Les films misant sur la claustrophobie, c’est souvent prenant.
Rien à redire sur ce sentiment d’oppression tant le scénario va jouer là-dessus. Enfermé dans un cercueil, sans savoir où on se trouve, avec une durée de vie limitée, cela va entraîner une histoire psychologique très dure. L’otage a un téléphone portable mais dans un sens, cela va aussi montrer l’absurdité de certaines réactions entre ceux qui ne le croient pas, ceux qui tardent à accepter la situation, la famille qu’il n’arrive pas à joindre, les autorités qui ne veulent pas que l’affaire s’ébruite…
De quoi perdre la tête de ne pas se sentir écouter, surtout quand le preneur d’otage a des exigences.

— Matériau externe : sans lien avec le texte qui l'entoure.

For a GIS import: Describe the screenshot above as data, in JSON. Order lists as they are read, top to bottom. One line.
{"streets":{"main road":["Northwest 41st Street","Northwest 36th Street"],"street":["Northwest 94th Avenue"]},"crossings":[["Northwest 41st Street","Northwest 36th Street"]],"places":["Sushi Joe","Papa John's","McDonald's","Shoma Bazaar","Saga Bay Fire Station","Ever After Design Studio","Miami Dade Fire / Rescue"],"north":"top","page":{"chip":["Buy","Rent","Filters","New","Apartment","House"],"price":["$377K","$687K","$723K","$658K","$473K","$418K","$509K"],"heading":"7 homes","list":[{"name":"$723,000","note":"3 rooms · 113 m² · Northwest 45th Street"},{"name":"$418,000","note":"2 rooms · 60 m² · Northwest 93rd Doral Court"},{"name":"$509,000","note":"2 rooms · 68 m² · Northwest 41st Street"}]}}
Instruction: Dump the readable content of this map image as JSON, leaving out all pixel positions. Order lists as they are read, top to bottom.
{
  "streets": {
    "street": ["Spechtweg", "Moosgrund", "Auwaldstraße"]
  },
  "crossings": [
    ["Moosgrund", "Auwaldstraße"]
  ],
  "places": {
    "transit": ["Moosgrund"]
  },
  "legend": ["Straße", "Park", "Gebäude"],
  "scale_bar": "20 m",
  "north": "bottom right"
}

C’est un film qui va donc jouer avec nos nerfs même si une séquence comportant un imprévu est inutile et même incohérente. Le scénario va en effet en avoir quelques unes pas trop dérangeante mais qui font baisser la qualité. En revanche, rien à redire sur la fin surprenante qui ne laisse pas indifférent.
Ryan Reynolds livre une belle performance car tout le film est sur ses épaules. Il va passer par plusieurs phases logiques d’un homme qui a peur, qui va se battre pour survivre, qui va craquer, qui va être en colère, qui va douter, qui va accepter son sort, qui va se relever… Il y a de tout et c’est ce qui va contribuer à accentuer cette angoisse. Les gens qu’il a au téléphone sont assez diversifiés (voire même incorrect) et ça permet de donner le change au héros pour briser la solitude et le soutenir moralement.
L’intégralité du film se fera de l’intérieur du cercueil. Si vous êtes claustrophobes, ce sera sûrement très dur pour vous à supporter. Ce sentiment d’enfermement est très présent avec des gros plans, un cadrage serré, très peu de recul (sauf un mais qui se veut symbolique sur la sensation d’isolement et de perdition), un éclairage réduit qui se fera via l’écran d’un téléphone. La réalisation accentuera cet écoulement funeste avec la batterie du téléphone qui diminue et qui fait office de compte à rebours. La bande originale est un peu trop dynamique et on espérait quelque chose de bien plus immersif.
Buried est un huis clos intense par son concept et une mise en scène efficace.